▶ PROBLEM REQUIREMENTS:
Give the total of lines holding the word "coordinates" in the records below, and nothing else.

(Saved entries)
--------------------------------

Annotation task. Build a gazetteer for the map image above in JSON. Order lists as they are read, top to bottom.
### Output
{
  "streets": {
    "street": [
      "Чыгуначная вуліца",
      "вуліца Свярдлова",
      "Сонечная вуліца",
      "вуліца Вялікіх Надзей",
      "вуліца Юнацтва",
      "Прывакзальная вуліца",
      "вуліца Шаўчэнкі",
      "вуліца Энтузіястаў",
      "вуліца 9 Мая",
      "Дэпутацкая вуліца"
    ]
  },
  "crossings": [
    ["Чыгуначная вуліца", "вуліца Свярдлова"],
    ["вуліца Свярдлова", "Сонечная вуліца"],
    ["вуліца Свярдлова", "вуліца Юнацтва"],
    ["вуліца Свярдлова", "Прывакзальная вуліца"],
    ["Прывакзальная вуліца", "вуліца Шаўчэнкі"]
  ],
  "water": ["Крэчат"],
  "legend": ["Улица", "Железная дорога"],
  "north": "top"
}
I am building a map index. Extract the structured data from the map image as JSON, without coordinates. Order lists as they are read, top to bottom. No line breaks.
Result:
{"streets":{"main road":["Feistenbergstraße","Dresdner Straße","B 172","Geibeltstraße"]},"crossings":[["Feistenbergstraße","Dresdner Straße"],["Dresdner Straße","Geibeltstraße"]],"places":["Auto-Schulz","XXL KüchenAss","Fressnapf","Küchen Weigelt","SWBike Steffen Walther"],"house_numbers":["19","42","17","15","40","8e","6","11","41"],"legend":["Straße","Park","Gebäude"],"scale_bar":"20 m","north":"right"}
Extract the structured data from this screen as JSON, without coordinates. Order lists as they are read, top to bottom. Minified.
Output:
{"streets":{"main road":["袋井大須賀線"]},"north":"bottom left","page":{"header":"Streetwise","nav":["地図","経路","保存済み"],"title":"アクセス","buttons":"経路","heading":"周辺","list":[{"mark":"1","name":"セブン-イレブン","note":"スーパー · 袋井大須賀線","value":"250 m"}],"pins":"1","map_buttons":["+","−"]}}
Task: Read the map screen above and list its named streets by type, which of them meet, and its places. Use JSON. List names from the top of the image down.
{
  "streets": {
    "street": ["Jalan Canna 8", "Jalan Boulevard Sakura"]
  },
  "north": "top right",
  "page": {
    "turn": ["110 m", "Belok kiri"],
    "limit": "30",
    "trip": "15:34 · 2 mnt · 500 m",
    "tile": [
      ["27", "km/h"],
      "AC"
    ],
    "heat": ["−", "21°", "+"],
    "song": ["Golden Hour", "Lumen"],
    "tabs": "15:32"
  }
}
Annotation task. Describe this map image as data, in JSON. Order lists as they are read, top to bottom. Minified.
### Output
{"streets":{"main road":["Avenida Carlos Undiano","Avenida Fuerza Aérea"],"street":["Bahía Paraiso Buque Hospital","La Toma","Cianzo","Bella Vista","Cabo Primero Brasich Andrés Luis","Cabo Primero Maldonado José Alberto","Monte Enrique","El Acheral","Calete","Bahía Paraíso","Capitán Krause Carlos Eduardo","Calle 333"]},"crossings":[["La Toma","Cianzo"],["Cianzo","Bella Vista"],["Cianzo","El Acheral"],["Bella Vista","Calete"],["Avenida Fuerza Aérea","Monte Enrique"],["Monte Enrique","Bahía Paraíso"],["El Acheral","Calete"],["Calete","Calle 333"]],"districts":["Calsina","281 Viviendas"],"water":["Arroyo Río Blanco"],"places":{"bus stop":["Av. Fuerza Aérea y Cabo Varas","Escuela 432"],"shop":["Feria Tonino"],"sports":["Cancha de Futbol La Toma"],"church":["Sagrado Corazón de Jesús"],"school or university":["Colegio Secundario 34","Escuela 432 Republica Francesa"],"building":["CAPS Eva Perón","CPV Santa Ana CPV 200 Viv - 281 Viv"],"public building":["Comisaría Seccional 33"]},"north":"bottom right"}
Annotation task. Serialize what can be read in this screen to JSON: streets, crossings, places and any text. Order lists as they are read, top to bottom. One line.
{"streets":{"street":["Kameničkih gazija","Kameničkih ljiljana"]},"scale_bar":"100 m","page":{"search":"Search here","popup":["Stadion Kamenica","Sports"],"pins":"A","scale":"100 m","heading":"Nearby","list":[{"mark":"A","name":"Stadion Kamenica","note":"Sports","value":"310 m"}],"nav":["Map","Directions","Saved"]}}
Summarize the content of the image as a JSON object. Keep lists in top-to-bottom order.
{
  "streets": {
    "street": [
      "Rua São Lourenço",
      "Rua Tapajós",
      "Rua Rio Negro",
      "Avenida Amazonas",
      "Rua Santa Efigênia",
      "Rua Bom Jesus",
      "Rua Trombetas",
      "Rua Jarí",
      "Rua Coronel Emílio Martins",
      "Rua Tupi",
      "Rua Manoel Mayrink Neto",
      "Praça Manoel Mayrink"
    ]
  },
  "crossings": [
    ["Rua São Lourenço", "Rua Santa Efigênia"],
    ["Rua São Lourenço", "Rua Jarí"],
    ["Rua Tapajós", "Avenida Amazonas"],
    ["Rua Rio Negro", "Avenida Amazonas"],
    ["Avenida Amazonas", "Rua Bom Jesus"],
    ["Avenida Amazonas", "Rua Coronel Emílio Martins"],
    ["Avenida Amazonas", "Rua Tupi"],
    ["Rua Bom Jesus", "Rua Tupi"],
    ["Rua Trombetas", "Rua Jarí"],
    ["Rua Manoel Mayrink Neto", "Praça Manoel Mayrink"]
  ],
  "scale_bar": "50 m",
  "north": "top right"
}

--------------------------------

▶ ANSWER TO THIS PROBLEM:
2